User:MitchJ/Application

From Apertium
Jump to navigation Jump to search

Rule-based finite-state disambiguation[edit]

Name: Mitchell JEFFREY
Institution: Monash University, Melbourne, Australia (UTC+10)
IRC: mitch-j on #apertium

Introduction[edit]

Machine learning facilitates international communication, and is especially useful in supporting the continued usage of minority languages for which human translators are in short supply. Apertium represents both an academic exercise and a useful software development project whose goal it is to provide an accurate, universal automated translation engine and accompanying language-specific datasets.

My bilingual experience has taught me that each language provides an insightful, valuable and most importantly, unique way of interpreting and conceptualising the world around us. The subtle tools of expression encapsulated within a language are extremely valuable both in terms of cultural heritage and linguistic history. A sad fact of the modern world is that less frequently spoken minority languages are slowly dying off in response to the convenience and necessity required by increasingly globalised communication. Language extinction is occurring all around the world, including my native Australia which once boasted almost 1000 indigenous languages.

Machine translation is one tool of many which could help slow the decline of minority languages not only as a stand-in replacement for human translators, but also as a educational tool. Being an open source project, Apertium is in a position to support minority languages which aren’t financially viable to maintain in the commercial sense.

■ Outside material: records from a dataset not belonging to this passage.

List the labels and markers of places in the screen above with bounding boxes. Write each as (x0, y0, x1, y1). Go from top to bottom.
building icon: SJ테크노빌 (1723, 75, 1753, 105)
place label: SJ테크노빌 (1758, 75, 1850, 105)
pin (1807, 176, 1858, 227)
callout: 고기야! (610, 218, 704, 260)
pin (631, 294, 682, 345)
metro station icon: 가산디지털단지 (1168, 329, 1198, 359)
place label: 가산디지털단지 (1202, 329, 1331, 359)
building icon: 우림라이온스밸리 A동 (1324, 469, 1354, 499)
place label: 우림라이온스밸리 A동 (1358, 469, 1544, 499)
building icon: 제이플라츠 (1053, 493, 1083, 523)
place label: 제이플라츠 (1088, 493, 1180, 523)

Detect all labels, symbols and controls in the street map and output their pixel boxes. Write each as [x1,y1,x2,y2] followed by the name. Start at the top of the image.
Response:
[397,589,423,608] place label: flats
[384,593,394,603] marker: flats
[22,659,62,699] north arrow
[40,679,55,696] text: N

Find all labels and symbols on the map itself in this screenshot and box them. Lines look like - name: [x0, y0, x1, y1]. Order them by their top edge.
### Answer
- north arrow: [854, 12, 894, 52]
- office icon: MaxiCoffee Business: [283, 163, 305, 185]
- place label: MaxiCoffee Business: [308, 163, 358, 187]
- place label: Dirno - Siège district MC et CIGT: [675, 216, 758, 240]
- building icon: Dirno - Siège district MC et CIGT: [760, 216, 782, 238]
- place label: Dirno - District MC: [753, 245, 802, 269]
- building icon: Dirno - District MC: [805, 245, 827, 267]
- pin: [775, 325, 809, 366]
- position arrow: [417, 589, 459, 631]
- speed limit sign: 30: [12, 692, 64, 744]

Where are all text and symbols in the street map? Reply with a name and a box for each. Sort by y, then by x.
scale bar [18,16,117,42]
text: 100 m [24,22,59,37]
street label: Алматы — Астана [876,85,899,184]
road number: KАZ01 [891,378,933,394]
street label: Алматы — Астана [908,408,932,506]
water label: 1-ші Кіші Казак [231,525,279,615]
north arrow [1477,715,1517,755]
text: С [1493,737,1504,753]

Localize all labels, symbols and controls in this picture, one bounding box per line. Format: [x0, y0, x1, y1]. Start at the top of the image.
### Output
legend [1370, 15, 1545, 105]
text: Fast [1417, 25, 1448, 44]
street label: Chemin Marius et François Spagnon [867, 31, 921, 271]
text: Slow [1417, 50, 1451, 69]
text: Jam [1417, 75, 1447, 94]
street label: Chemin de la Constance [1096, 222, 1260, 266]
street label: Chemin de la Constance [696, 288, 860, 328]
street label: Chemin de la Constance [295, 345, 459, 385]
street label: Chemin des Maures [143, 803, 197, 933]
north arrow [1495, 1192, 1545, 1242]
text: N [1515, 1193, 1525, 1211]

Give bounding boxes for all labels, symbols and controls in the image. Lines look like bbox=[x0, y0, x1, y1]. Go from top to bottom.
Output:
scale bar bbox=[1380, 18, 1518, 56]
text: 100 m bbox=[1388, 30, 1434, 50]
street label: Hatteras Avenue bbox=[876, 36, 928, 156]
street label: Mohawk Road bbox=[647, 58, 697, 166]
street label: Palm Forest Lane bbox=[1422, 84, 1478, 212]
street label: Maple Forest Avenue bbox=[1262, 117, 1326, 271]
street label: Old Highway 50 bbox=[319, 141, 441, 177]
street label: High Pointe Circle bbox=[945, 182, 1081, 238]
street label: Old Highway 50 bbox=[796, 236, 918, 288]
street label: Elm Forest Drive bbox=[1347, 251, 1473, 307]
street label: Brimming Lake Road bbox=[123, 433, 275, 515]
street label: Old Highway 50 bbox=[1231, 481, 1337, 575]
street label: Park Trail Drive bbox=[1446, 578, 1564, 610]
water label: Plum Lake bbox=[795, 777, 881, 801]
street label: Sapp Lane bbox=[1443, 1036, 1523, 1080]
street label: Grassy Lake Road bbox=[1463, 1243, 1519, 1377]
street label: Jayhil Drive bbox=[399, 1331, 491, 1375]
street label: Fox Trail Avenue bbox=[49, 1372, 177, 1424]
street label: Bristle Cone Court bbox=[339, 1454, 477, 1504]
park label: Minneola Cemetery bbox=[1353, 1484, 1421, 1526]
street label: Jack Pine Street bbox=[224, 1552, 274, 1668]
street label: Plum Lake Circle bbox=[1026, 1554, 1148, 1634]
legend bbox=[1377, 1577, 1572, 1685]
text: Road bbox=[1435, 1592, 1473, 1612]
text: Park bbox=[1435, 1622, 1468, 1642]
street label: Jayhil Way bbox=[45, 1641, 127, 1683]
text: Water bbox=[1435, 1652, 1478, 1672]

On a personal level, machine translation projects such as this represent a unique opportunity to combine my interests in computer science, natural language and mathematics/logic. I am interested in how humans communicate and convey meaning; investigating how machines could process human language (for instance with a translation package such as Apertium) would not only be an insightful venture in itself, but would also inform my understanding of the condition of human communication.

Synopsis[edit]

Disambiguation is an essential part of the MT process, the aim of which is to correctly identify the meaning and function of each word of input text. Apertium currently uses a bigram/trigram part-of-speech tagger, where any given word is disambiguated entirely on the basis of how the two or three words surrounding it are categorised. This project seeks to implement a complementary disambiguation framework suited to broader constraints, where rules can span entire sentences rather than just adjacent words. So-called constraint grammar (CG) rules would be processed before input text is passed on to the existing bigram/trigram apertium-tagger. In broad terms, the CG parser would be implemented as a language-independent finite state transducer (FST), which uses a language-specific constraint grammar to process text.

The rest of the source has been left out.